Survival analysis is often used to analyze time-to-event data, such as the time that a patient may survive, or the time from HIV infection to development of AIDS. In other words, with survival analysis, we can predict the probability of certain events to happen at certain time, which can be useful in many fields. The objective of this chapter is to introduce some R packages for performing and visualizing survival analysis.

## Basic Concepts

Before introducing R packages, here are some basic concepts and definition about survival analysis.

**event**: experience of interest, such as death, recovery, and other occurrence.

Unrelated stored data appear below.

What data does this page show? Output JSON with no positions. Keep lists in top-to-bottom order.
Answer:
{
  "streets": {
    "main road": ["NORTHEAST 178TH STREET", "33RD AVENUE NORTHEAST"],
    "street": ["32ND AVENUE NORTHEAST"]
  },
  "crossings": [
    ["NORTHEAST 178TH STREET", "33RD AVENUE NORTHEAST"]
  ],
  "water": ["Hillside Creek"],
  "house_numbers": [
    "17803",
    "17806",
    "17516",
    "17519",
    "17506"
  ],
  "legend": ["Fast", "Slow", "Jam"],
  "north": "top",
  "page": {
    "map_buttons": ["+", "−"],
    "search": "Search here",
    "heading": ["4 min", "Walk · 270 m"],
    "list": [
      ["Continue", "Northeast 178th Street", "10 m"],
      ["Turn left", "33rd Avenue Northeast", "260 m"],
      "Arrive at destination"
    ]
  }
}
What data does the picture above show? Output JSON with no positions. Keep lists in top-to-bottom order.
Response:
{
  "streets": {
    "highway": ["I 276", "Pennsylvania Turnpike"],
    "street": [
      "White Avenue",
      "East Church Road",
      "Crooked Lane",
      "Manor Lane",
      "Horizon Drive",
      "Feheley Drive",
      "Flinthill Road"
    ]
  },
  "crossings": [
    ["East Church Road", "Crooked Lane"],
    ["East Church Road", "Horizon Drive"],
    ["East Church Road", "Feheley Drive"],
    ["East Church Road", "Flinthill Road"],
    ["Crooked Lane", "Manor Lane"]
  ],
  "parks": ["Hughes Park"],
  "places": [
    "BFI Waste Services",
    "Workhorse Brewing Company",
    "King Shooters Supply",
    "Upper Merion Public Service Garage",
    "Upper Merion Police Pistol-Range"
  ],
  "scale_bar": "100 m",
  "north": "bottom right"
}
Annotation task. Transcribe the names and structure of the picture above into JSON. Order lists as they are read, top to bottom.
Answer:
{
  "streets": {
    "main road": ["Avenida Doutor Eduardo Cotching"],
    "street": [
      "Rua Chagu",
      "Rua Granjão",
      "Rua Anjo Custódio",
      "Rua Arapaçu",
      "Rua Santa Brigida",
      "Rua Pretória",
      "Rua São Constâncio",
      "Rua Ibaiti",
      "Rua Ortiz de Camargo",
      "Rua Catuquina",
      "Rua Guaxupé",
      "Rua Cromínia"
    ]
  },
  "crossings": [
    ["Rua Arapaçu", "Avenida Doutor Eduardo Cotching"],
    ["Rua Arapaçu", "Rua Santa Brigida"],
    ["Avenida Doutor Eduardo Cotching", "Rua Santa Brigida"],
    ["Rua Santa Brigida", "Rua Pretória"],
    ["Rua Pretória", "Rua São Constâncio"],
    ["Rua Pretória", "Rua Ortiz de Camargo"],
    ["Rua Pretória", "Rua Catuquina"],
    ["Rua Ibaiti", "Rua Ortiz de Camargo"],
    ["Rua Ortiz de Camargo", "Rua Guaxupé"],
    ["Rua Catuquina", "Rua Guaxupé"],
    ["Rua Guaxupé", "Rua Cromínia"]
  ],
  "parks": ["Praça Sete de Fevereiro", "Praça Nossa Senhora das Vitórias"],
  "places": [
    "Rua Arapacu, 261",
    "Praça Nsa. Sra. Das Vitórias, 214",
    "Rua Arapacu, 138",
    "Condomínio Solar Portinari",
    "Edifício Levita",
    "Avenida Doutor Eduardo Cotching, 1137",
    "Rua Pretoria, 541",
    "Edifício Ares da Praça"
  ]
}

**time $t$**: the time since the beginning of the observation.

**censoring**: the subject has not experienced the event of interest by the end of data collection, including loss to follow-up, withdrawal from study, or no observation by end.

**survival function $S(t)$**: the probability of still being alive at time $t$; this function is also what we want to estimate in many of the cases.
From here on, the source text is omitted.